Unlike Holland, Anthony did not timely present to the trial court his challenge to the recoverability of attorney’s fees in this case. Anthony did not file a motion for j.n.o.v. to challenge the recoverability of attorney’s fees. And he cites no authority to show that this type of claim can be raised for the first time on appeal. Furthermore, Texas caselaw consistently holds that almost every type of claim can be waived. See, e.g., In re Baby Boy R., 191 S.W.3d 916, 921 (Tex. App.—Dallas 2006, pet. denied) (observing that even constitutional claims can be waived if not properly preserved); Jess v. Libson, 742 S.W.2d 90, 92 (Tex. App.—Austin 1987, no writ) (refusing to address appellee’s cross-issue concerning the recoverability of attorney’s fees because “the record contains no specific objection to the submission of the issue of attorney’s fees” and thus appellees failed to preserve the issue for review). Therefore, we overrule Anthony’s sole issue.” Snowden v. Artesia Wells Ranch 1994, Ltd., No. 13-19-00157-CV, 2020 Tex. App. LEXIS 4022, at *4-5 (Tex. App.—Corpus Christi May 21, 2020)

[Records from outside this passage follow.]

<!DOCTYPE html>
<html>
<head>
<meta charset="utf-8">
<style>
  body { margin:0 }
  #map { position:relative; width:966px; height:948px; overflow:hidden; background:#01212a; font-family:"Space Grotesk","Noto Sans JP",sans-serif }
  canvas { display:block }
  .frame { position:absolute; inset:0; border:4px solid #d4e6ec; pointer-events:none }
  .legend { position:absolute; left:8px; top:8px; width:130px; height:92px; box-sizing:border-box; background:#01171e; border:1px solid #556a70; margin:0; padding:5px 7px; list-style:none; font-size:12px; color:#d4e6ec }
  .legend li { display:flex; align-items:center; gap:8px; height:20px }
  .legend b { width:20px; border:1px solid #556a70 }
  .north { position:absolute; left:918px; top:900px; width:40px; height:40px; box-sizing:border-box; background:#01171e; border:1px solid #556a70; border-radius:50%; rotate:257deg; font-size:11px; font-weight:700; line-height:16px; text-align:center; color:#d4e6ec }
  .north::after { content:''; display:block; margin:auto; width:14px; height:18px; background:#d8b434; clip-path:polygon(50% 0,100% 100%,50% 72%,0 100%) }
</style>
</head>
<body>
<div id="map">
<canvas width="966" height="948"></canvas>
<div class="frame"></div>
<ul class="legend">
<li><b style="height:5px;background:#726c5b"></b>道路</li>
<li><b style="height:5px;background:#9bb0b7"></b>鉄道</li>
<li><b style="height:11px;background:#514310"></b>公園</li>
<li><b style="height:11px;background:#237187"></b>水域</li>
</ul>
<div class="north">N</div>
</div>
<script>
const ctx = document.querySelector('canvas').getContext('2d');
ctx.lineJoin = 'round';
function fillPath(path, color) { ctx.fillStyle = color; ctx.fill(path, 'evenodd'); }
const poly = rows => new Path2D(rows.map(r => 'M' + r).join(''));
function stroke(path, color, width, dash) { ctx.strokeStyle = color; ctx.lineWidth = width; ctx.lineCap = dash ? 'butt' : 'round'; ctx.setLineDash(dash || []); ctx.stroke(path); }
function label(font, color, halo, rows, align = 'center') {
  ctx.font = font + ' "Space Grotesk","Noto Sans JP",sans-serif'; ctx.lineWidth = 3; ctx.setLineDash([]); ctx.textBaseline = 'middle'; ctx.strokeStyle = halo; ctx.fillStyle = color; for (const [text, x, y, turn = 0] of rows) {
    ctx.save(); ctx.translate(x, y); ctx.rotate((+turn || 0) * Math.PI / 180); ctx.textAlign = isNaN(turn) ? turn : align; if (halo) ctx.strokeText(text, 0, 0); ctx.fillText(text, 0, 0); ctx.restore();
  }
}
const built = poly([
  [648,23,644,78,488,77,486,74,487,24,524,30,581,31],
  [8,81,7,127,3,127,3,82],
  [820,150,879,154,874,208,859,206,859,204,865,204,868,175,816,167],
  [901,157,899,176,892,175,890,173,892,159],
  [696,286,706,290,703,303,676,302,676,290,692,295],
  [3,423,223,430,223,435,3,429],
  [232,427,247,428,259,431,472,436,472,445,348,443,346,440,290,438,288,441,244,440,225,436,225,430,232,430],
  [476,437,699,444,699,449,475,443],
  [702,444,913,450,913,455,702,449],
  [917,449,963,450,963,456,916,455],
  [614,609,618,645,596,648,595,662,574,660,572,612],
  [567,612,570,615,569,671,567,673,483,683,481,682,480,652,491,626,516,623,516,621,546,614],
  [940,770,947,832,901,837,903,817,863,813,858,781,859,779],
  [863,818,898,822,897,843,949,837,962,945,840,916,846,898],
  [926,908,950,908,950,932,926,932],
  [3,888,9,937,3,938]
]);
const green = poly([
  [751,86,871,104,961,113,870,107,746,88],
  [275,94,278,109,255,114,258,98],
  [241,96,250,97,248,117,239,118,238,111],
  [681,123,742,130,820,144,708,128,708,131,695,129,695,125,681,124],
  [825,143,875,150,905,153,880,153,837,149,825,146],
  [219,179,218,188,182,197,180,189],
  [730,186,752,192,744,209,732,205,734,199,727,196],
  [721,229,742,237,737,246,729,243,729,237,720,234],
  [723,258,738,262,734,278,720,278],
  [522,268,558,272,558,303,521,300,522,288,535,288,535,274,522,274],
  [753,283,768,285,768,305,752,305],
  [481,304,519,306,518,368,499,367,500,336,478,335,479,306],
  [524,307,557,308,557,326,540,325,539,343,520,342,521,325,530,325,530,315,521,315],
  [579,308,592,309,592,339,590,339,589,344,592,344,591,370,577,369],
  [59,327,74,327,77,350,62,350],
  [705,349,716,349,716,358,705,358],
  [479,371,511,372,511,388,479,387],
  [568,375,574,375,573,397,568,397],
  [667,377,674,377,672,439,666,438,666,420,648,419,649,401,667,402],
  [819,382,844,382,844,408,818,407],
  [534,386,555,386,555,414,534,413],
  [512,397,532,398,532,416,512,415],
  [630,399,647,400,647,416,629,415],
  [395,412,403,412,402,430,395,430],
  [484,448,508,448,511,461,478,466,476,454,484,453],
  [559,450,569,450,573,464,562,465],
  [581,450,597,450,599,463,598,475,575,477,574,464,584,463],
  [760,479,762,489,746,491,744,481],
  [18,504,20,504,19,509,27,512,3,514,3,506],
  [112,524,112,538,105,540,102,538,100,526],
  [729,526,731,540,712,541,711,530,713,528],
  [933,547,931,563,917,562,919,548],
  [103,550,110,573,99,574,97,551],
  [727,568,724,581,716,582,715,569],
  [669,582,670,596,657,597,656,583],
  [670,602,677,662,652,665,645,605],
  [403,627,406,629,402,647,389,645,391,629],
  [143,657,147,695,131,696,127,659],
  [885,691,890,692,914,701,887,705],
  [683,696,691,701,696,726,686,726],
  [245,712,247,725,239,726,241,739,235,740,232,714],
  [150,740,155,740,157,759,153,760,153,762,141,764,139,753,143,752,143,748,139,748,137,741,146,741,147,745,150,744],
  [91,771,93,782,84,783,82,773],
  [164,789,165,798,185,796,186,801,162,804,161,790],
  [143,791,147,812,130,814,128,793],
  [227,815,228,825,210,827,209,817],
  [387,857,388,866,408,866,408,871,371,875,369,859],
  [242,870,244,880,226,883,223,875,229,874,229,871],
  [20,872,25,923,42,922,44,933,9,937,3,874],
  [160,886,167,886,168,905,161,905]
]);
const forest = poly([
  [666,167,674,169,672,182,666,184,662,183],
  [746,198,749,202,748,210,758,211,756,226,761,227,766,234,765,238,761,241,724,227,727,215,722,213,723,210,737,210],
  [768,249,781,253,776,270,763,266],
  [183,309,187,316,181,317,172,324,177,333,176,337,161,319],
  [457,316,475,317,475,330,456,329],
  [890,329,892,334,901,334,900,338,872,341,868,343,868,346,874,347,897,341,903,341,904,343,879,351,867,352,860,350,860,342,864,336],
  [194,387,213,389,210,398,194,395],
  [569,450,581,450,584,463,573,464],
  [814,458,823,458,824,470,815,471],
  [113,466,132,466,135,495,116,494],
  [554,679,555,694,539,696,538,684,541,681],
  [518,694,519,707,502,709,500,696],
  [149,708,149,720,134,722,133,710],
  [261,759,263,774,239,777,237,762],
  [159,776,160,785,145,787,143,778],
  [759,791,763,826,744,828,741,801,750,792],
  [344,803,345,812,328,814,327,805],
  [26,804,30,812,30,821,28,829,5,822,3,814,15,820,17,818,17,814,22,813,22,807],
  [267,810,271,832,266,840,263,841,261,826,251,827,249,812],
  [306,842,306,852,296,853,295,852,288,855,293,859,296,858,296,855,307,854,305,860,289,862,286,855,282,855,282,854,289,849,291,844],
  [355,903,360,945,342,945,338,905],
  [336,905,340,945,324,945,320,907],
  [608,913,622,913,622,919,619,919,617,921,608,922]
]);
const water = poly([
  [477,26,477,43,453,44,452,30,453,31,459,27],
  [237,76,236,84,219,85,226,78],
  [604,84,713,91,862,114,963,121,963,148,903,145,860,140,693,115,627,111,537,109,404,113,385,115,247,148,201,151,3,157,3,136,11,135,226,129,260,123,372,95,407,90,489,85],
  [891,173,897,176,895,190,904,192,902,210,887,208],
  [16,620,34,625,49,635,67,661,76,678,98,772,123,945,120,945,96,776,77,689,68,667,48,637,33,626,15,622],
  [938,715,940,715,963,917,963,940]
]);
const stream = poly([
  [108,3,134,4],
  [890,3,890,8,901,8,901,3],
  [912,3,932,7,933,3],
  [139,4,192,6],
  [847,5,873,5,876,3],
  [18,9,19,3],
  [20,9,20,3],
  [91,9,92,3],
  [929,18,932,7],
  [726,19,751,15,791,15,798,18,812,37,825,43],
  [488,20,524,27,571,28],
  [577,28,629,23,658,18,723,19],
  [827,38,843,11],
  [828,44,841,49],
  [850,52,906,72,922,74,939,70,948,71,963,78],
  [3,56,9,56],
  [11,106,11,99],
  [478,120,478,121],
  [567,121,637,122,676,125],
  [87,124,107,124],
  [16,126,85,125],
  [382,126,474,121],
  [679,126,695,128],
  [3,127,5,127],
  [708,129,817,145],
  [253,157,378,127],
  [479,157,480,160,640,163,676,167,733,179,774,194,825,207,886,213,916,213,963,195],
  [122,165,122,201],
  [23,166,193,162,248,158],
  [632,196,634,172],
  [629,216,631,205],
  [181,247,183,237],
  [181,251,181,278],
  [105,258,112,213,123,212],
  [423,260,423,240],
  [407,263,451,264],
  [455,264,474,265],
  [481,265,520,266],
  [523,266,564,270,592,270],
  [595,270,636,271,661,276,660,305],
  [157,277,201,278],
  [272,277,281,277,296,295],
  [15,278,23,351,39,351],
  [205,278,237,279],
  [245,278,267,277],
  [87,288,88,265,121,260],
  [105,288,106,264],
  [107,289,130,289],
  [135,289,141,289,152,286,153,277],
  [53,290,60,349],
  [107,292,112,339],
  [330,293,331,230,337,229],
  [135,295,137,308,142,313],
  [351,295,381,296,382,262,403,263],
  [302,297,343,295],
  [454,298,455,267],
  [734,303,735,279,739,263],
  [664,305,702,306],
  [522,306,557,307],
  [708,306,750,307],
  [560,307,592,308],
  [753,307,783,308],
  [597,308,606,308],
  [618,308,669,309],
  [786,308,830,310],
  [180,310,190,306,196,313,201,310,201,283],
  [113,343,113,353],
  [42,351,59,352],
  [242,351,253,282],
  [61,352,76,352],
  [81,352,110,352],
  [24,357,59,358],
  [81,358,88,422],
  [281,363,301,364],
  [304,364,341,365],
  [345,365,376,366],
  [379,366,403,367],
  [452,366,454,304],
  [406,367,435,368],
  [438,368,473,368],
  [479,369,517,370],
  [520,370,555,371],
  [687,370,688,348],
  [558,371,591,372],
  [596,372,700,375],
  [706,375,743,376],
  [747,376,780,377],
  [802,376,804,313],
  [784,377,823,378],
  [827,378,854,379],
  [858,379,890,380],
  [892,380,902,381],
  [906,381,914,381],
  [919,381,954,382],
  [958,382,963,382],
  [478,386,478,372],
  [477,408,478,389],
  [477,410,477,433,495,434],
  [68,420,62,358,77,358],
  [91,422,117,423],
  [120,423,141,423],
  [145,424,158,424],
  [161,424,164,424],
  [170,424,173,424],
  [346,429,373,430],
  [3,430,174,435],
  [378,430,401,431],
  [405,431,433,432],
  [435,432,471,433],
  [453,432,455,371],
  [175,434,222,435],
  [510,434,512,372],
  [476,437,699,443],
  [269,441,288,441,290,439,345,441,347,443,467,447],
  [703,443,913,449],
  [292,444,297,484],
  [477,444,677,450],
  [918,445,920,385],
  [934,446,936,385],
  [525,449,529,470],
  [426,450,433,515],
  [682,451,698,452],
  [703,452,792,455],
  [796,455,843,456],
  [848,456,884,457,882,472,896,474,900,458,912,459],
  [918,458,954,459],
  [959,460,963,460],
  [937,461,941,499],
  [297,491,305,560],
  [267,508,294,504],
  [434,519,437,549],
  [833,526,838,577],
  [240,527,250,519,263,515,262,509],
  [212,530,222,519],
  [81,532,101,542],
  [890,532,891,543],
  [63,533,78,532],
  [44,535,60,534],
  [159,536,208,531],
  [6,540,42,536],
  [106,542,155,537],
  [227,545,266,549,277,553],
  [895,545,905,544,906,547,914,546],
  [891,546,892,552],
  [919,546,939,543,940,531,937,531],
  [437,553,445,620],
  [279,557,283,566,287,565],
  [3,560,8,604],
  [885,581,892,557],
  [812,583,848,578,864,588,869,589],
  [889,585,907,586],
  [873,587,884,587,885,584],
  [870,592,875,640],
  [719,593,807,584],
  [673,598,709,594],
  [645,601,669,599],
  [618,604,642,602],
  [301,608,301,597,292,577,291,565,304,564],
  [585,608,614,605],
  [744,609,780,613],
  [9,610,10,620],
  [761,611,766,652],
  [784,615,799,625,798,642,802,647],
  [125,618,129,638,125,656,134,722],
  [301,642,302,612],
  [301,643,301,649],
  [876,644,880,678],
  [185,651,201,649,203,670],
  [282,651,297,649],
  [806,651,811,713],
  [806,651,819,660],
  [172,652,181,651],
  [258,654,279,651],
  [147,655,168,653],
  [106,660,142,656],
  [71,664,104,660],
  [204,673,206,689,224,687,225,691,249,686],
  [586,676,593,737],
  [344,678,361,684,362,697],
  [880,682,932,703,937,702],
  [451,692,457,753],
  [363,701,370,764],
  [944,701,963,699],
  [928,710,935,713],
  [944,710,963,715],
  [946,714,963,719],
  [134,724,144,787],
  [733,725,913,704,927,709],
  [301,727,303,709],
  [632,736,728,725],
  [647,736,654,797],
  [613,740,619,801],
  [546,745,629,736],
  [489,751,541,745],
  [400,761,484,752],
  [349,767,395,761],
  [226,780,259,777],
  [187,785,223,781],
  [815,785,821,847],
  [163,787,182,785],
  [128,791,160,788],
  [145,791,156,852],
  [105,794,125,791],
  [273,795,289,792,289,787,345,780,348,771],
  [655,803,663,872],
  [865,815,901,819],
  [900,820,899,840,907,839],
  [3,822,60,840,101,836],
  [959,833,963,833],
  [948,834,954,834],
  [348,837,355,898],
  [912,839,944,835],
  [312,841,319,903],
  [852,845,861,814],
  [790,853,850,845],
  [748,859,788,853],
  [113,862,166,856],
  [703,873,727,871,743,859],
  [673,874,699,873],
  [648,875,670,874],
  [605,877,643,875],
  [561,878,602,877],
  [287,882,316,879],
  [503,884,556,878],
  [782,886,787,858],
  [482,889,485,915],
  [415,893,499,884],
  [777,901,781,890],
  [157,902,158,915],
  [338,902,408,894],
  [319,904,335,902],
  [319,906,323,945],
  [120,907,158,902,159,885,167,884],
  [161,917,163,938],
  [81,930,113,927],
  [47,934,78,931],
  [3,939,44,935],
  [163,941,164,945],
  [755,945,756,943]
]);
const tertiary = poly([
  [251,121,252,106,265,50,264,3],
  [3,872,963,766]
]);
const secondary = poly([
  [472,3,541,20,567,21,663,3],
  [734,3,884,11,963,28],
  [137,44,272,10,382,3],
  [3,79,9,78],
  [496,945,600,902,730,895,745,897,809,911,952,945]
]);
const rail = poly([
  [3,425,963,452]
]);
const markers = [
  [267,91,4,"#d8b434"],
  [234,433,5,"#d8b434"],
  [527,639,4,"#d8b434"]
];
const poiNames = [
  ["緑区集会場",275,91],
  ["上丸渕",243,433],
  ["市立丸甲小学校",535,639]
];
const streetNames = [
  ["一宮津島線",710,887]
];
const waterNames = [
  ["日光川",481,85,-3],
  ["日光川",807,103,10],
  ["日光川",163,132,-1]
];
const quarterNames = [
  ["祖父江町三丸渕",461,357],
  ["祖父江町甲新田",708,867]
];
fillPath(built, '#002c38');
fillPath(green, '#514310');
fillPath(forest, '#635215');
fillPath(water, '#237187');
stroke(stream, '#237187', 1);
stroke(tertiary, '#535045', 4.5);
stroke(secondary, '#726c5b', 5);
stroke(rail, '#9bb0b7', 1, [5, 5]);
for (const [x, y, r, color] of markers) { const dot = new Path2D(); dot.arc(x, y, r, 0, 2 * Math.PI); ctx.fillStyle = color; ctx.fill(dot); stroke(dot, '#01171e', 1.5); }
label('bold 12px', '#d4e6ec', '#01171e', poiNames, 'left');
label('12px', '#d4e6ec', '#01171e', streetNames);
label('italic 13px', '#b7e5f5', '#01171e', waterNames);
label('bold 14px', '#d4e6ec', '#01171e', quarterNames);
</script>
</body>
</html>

Remember–a party can raise a complaint about subjection matter jurisdiction for the first time on appeal:
Subject Matter Jurisdiction: “ In its first issue, Suite 900 argues that although the trial court initially had subject-matter jurisdiction over the Vegas’ claims, the Vegas divested the trial court of that jurisdiction when they withdrew the surplus sale proceeds from the County Court Registry. n. 13 n. 13 The Vegas argue that Suite 900 failed to preserve error regarding its first issue concerning subject-matter jurisdiction. However, subject-matter jurisdiction is an issue that may be raised for the first time on appeal. Tex. Ass’n of Bus. v. Tex. Air Control Bd., 852 S.W.2d 440, 445 (Tex. 1993).” Suite 900, LLC v. Vega, No. 02-19-00271-CV, 2020 Tex. App. LEXIS 4008, at *19, n. 13 (Tex. App.—Fort Worth May 21, 2020)
I’ve not included the opinions which address situations where complaints were not raised at all–save for Snowden, above, which pointed out the post-trial opportunities to complain about the recoverability of fees.
That’s all for now. Y’all stay safe and well.